Two years ago, they expanded access to capital for early-, mid- and late-stage growth companies through the InvestMaryland program.

Last year, they accelerated the transfer of novel technologies from universities into the hands of private companies through the Maryland Innovation Initiative.

This year, Maryland policymakers have the rare opportunity to pull off the “tech trifecta” — three consecutive years of big legislative achievements that bolster knowledge-based economic growth in Maryland.

To complete the trifecta, lawmakers should use their upcoming legislative session to reform and expand one of Maryland’s most important economic development tools: the state’s research and development tax credit.

R&D incentives are a vital driver of economic growth in Maryland. By lowering the cost of research, the tax credit encourages innovative firms to invest locally in highly skilled professionals who are tackling some of the nation’s biggest challenges in health, energy, cybersecurity and other fields.

Despite its successes, Maryland’s R&D tax credit is severely oversubscribed and restricted to certain types of companies. In 2010, for instance, the state received nearly $40 million in tax credit applications, but could only grant $6 million in credits under existing law.

Companies can do their R&D virtually anywhere in the country, so Maryland’s approach to incentives matters. Surrounding states are strengthening their R&D incentives, which jeopardizes Maryland’s competitive edge. Virginia enacted a new R&D tax credit and Pennsylvania boasts a credit that is roughly 10 times the size of Maryland’s.

In the legislative session that begins this month, Maryland lawmakers should increase the R&D tax credit cap from $6 million to $18 million to better meet demand. Further, they should expand eligibility to companies that have not yet turned a profit.

A higher tax cap ensures that innovative companies don’t transfer their research and development operations to other states. Further, expanding eligibility will allow smaller firms to secure tax refunds and funnel the proceeds back into the Maryland economy. We must not forget that small, not-yet-profitable companies often perform groundbreaking R&D, but don’t enjoy the same tax incentives available to more established firms.
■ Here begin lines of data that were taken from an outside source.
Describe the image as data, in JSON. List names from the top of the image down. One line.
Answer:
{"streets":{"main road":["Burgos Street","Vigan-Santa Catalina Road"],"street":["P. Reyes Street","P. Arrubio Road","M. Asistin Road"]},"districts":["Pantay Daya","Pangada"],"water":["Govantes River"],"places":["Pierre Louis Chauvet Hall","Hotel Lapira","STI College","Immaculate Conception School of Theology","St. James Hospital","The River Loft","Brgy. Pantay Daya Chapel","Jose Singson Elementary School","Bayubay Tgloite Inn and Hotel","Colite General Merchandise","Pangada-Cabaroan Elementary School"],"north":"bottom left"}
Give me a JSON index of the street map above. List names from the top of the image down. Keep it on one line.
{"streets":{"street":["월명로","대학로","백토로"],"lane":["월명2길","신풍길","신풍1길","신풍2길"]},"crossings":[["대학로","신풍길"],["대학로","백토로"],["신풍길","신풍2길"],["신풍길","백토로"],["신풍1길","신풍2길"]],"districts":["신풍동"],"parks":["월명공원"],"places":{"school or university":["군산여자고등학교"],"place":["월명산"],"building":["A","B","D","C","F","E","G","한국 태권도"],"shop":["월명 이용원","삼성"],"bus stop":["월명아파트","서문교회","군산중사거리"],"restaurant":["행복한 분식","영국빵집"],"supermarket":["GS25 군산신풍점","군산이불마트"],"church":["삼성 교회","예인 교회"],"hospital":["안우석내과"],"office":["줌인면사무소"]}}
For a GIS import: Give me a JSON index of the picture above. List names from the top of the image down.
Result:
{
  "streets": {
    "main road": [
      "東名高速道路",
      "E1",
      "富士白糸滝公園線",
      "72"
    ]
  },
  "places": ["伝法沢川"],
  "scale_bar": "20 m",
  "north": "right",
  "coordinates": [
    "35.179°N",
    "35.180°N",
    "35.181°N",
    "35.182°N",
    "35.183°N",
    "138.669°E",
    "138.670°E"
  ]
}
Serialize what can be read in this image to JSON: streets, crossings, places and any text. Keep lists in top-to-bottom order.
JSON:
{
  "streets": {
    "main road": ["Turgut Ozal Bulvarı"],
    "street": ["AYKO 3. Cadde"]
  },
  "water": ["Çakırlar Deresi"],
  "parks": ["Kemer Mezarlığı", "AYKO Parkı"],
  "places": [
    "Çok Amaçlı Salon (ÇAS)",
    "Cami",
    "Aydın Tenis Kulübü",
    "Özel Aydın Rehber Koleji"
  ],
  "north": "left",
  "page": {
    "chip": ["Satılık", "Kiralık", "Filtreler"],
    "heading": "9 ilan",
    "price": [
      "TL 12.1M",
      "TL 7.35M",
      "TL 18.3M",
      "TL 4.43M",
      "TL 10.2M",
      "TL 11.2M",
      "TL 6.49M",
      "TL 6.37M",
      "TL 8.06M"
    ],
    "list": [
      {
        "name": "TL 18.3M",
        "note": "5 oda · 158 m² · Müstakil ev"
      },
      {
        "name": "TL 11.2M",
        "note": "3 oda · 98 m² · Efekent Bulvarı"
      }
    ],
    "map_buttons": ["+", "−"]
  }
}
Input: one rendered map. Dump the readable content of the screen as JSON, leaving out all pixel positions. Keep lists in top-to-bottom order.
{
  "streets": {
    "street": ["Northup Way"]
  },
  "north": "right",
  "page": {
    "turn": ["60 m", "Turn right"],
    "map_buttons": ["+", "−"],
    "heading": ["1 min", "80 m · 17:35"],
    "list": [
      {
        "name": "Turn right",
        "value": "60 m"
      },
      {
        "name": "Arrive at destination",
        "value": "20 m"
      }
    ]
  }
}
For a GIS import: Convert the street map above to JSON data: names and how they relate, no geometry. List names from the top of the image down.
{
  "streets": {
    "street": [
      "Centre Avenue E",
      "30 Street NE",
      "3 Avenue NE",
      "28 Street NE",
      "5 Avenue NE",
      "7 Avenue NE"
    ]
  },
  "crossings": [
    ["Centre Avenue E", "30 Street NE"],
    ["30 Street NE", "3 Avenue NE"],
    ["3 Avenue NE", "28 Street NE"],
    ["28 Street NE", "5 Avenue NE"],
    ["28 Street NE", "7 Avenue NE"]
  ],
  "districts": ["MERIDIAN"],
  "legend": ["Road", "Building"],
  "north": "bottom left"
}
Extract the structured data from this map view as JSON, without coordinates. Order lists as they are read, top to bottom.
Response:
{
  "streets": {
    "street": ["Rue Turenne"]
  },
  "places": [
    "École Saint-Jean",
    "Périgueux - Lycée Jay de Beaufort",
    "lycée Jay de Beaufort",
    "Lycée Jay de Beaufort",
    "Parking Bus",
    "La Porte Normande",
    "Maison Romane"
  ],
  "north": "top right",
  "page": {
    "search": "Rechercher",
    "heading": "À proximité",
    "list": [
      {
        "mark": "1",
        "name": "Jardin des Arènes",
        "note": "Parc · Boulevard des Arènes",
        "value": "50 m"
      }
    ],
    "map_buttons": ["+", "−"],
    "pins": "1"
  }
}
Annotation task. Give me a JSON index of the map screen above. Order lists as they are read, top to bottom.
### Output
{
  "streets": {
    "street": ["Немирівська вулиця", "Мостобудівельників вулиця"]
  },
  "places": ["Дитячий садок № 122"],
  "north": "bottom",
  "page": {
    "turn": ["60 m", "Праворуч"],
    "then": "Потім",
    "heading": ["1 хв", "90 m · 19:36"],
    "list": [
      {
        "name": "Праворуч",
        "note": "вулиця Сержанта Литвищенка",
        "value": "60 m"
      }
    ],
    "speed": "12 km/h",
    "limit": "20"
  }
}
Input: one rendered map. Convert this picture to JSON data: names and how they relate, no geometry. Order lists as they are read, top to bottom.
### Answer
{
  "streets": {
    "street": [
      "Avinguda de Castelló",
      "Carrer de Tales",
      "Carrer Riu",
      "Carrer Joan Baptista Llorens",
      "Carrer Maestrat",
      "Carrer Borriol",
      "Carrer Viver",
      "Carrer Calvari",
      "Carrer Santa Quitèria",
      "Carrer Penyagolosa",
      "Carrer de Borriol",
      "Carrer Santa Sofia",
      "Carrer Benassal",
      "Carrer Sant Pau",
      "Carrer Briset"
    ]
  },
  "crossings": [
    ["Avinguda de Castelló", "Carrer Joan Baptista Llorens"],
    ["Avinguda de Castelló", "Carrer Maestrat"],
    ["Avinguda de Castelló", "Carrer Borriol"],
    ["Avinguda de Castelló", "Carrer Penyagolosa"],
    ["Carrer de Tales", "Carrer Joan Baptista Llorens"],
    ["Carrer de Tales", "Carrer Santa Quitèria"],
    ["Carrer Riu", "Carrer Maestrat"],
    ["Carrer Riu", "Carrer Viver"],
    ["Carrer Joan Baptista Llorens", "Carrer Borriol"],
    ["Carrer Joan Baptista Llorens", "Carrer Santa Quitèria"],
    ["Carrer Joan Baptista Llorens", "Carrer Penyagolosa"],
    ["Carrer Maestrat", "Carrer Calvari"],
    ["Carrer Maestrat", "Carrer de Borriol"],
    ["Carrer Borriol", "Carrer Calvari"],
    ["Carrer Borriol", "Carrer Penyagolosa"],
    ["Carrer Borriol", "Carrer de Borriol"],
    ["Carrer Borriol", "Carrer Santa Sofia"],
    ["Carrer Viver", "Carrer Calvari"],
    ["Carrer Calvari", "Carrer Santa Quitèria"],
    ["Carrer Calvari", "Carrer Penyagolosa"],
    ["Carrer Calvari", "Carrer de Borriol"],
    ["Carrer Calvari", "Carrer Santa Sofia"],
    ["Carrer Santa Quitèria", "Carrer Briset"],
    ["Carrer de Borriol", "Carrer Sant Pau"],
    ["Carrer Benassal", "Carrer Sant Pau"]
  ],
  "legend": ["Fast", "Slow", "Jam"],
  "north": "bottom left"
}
To be sure, there is more Maryland can do to strengthen our technology-driven economy beyond R&D. Creating certainty in the corporate tax code and finding long-term funding solutions for both transportation and higher education are important priorities.

But modernizing the R&D tax credit this year would send a powerful message that Maryland intends to remain a global leader in the knowledge-based economy. Combined with their policy achievements from the previous two years, Maryland policymakers could truly take credit for pulling off a tech trifecta in 2013.

Larry Letow is chairman of the Technology Council of Maryland, Maryland’s largest technology trade group. He is also president and chief executive of Convergence Technology Consulting. Doug Doerfler is vice chairman of the Technology Council of Maryland and president and chief executive of Maxcyte.